For parents whose child needs a kidney transplant, the process is arduous and time-consuming at best.
There are authorizations for imaging tests and special medicines. Referrals for assessments of physician sub-specialists. The dialysis, three times a week, on which the life of their child depends.
Getting on the list for a kidney transplant involves numerous time-sensitive steps and costly resources when a long-awaited organ becomes available. The patient, their family and their medical team must be ready to act quickly and seize a small opportunity.
Parents sometimes have to quit their jobs to care for their children full-time. And for single-parent families with several children, the situation is even more complicated.
That’s where Valeria Méndez comes in. As a Kidney Care Coordinator at the University Children’s Hospital of Puerto Rico, her job is to help families navigate the complexities of medical appointments, transportation, and the purchase of equipment and medications. She keeps abreast of transplant list requirements and helps families maintain and maintain essential documentation.
Méndez is used to working with chronic diseases, including as a case manager for a health insurer. But when she got the chance to improve the lives of children who needed a kidney transplant, she couldn’t resist the temptation.
“If I can do my part to improve the lives of those children, that is something that fills me with joy and makes me happy,” said Méndez.
A souped-up timeline
At least they are happy to have her too. Before coming to the hospital, parents were tasked with coordinating all appointments and referrals themselves. While staff members were available for guidance, the sheer volume of the work caused delays. It took an average of a year to clear patients for transplantation.

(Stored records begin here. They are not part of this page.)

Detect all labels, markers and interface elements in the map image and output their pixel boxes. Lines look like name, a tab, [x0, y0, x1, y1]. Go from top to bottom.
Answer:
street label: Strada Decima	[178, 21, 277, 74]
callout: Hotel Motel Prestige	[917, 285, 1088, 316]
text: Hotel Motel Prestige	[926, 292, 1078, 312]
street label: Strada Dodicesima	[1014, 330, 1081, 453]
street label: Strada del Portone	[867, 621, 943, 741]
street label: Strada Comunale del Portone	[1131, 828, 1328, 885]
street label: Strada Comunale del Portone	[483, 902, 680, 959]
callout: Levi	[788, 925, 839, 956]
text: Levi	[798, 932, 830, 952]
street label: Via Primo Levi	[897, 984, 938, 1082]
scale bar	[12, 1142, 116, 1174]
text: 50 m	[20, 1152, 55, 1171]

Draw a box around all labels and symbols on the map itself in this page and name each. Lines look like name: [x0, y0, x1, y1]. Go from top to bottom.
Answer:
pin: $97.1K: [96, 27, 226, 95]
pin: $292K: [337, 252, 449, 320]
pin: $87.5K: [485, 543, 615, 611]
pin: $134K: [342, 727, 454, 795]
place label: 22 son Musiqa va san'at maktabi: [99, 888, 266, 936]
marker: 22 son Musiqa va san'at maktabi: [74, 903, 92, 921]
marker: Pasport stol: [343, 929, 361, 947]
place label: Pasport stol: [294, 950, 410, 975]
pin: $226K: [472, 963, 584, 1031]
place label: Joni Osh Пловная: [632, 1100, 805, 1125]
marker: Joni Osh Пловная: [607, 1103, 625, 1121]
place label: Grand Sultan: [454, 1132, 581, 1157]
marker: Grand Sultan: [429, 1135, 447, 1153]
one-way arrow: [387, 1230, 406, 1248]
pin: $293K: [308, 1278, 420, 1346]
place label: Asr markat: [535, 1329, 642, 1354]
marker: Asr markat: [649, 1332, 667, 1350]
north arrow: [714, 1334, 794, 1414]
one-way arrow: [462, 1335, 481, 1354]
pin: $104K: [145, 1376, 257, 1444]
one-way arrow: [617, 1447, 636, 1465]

To streamline the application process for children in need of a kidney transplant, Direct Relief has awarded a grant of more than $100,000 to the University Pediatric Hospital Foundation to subsidize a two-year salary for a kidney care coordinator.
Now, “My Goal Is To Employ Patients” [on the transplant list] in six months,” said Méndez.
Her efforts are appreciated. “Valeria has changed the lives of these families. She has been a blessing,” said Dr. Nilka de Jesús, nephrologist and director of the transplant center at Auxilio Mutuo Hospital.
Wishes come true
Xhiany, a 10-year-old girl, was one of Méndez’s first patients. Xhiany’s mother had died of end-stage kidney disease, leaving her grandmother as her caretaker. Although her grandmother worked at night, Xhiany never missed an appointment.
“When I told Xhiany that they were ready for the transplant, she said, ‘I’m finally going to make my mother’s wish come true,'” recalls Méndez.
Pediatric transplants have been performed in Puerto Rico since the early 1980s, but transplants completely stopped on the island in 2013. There were no surgeons on the island to perform them. The transplants eventually resumed in 2017, but were halted almost immediately when Hurricane Maria made landfall. Although they were restored the following year, Covid-19 has slowed the number of transplants.
But Méndez, who started her work in September 2020, is changing that. She has already overseen the successful transplantation of six children and the hiring of another three.
Valeria Méndez in her office. (Photo courtesy of the Children’s Hospital Foundation)
One boy, Méndez recalled, was particularly excited to eat a pizza after his transplant was completed. “His happy face characterized me,” she said. “Seeing him eat a pizza with such joy gave me great satisfaction.”
Paperwork isn’t the only glitch. To be eligible for the transplant list, patients need at least $3,000 in an escrow account to cover any post-transplant costs.
But many children awaiting transplants come from low-income families and are largely dependent on Puerto Rican government health insurance — the equivalent of Medicaid. Money is a huge hurdle. “Not many families have that much money in their accounts,” says Méndez. Some families “come from communities that are far away, and some are single mothers with other children who are limited in terms of family and community support.”
Direct Relief recognized this additional barrier and joined forces with the Extra Bases Foundation, a non-profit organization led by former major league baseball player Carlos Delgado.
Through a $75,000 Direct Relief grant, Extra Bases can provide each patient on the transplant list with the needed $3,000. Another $50,000 grant helps fund other related costs — specialist evaluations, medical procedures, equipment not covered by insurance.
Méndez’s work “is what we have long dreamed of for our patients,” de Jesús said. Being able to provide both coordination and financial support “helps improve the quality of life for these children.”